■ EXERCISE INSTRUCTIONS
In the data below, locate each line with the word "Math" and list it.

■ DATASET EXCERPTS
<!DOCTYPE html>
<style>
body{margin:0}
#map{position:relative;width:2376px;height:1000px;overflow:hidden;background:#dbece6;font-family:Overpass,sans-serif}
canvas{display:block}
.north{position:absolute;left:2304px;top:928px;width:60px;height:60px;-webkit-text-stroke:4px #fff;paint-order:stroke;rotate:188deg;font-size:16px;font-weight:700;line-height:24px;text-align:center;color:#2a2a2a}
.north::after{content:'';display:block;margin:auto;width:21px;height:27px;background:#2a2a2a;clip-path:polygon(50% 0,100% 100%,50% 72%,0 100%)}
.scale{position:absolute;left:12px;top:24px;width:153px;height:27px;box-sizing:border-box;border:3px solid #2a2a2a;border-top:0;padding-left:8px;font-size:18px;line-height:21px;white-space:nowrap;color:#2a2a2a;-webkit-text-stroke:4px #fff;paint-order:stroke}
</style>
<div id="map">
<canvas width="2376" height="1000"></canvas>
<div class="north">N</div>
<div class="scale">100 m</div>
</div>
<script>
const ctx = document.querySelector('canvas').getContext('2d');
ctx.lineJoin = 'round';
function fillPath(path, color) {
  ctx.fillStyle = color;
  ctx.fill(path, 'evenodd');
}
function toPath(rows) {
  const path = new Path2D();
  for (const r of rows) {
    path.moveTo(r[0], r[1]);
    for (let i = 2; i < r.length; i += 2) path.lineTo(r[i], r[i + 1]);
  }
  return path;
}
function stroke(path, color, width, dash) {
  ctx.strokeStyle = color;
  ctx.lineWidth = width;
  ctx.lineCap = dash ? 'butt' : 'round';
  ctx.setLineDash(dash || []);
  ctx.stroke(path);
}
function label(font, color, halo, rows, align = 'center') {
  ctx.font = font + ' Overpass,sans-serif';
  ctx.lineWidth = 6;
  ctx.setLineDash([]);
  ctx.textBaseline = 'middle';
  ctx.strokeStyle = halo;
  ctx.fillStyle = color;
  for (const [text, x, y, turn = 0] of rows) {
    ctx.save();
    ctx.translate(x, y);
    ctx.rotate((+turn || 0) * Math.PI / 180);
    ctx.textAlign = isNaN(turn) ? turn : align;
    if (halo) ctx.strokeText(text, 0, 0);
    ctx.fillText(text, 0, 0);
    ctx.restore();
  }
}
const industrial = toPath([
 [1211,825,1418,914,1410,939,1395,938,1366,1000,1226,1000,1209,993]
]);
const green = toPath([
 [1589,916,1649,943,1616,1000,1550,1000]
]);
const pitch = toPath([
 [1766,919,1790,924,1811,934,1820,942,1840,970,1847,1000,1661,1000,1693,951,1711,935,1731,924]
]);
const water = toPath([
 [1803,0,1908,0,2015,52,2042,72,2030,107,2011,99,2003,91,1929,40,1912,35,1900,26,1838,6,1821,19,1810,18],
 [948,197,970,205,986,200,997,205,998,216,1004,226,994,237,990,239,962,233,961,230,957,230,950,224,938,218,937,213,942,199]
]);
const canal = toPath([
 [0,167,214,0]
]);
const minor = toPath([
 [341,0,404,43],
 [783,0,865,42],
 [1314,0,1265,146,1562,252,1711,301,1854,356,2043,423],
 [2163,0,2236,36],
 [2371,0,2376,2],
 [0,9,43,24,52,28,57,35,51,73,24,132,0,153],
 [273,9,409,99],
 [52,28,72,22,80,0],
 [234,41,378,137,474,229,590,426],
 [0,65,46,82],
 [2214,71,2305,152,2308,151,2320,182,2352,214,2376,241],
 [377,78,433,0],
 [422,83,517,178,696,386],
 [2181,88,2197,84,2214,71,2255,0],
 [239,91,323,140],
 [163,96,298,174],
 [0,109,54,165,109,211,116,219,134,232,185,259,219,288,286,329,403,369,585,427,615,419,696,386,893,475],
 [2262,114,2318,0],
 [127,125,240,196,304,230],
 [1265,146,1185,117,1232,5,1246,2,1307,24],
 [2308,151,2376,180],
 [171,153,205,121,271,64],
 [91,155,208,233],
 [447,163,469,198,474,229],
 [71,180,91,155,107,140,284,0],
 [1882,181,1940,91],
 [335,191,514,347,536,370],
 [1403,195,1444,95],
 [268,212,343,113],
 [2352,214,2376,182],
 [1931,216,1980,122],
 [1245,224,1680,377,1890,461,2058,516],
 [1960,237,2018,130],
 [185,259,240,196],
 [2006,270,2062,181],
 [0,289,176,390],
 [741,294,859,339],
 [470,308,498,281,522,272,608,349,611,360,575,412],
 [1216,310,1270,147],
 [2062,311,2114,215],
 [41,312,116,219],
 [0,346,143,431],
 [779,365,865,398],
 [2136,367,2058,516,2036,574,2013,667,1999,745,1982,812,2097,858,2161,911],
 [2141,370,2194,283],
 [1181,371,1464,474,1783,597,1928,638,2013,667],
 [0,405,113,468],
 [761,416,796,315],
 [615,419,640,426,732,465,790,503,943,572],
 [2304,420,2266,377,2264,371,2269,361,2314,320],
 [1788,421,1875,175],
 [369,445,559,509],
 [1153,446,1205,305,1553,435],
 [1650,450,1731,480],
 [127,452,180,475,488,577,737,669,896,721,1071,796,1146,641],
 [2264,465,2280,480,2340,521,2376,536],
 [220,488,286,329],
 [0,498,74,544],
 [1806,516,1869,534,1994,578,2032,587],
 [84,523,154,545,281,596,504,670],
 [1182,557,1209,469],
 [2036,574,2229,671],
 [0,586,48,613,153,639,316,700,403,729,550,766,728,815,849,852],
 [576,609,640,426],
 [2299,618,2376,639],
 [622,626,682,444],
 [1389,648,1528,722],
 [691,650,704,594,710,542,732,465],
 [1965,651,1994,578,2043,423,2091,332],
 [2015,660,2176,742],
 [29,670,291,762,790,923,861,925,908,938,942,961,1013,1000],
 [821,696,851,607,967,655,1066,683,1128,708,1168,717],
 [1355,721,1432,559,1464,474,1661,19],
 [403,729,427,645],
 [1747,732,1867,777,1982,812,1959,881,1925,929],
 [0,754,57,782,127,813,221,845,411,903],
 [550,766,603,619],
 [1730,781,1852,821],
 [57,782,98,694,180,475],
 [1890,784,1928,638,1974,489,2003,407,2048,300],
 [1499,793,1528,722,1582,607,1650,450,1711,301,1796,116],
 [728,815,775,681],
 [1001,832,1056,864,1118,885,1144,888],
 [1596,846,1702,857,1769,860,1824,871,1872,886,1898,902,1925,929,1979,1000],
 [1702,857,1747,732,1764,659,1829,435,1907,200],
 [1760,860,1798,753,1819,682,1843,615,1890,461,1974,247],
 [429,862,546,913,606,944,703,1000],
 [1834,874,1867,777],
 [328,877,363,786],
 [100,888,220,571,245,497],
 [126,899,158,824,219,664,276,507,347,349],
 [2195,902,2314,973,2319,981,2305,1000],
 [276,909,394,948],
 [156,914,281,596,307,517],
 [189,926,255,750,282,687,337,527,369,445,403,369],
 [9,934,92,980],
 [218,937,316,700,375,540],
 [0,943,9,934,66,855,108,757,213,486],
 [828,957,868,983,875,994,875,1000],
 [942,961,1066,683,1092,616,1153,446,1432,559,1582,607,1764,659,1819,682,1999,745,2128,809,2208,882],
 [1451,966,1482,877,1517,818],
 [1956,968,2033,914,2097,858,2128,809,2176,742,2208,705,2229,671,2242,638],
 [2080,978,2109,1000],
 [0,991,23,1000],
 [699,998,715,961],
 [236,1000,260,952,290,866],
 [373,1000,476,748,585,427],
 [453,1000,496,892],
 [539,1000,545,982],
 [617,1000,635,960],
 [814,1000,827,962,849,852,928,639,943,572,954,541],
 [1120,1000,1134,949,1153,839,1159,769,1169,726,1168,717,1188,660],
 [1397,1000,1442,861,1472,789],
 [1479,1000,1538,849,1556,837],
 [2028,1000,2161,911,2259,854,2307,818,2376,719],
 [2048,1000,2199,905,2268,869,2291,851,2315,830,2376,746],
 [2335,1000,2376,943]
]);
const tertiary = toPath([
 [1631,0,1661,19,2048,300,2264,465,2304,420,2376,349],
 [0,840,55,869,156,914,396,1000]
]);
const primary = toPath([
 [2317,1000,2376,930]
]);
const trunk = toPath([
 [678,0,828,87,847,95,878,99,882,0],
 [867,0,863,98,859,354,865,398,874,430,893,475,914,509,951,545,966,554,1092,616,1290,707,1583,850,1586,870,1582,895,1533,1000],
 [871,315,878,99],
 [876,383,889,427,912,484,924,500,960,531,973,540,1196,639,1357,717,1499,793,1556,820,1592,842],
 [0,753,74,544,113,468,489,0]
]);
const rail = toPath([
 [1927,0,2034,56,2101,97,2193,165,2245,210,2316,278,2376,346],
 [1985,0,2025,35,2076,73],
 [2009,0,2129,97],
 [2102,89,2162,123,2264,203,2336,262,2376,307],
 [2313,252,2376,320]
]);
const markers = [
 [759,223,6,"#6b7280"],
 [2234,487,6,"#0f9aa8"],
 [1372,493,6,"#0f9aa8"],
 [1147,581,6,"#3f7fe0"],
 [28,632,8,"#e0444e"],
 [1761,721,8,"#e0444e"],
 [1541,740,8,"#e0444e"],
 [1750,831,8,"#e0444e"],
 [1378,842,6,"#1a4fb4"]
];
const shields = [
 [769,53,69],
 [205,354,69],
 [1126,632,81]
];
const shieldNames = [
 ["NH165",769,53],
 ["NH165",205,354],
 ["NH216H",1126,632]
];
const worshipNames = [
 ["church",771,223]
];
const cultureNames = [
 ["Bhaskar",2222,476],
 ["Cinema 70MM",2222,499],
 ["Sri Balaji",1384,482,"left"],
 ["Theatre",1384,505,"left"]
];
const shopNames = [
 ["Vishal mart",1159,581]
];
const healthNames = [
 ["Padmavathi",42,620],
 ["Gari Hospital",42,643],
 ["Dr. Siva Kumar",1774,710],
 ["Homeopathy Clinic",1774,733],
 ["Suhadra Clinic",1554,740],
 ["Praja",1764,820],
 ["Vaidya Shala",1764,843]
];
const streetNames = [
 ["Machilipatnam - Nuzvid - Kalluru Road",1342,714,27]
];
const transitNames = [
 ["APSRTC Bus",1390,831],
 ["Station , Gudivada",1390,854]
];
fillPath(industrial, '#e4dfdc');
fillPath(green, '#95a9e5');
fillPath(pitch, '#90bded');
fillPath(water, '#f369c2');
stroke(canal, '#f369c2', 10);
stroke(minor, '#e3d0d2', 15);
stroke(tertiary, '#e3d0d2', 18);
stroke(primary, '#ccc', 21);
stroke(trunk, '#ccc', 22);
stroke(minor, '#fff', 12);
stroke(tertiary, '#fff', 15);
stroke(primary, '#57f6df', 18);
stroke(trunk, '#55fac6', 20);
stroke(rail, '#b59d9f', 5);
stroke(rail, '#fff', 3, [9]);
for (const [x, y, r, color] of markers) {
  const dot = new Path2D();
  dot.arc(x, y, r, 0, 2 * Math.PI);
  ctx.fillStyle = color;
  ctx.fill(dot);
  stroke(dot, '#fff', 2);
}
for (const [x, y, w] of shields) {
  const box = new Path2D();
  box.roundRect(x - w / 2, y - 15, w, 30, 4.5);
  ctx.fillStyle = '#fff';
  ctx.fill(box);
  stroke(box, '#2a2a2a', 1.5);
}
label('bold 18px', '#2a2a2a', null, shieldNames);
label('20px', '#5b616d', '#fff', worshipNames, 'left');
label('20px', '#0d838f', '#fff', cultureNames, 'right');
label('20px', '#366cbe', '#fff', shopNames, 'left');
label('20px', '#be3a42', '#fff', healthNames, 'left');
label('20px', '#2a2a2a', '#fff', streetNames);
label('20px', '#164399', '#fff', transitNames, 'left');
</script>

■ COMPLETED TASK
    ctx.rotate((+turn || 0) * Math.PI / 180);
  dot.arc(x, y, r, 0, 2 * Math.PI);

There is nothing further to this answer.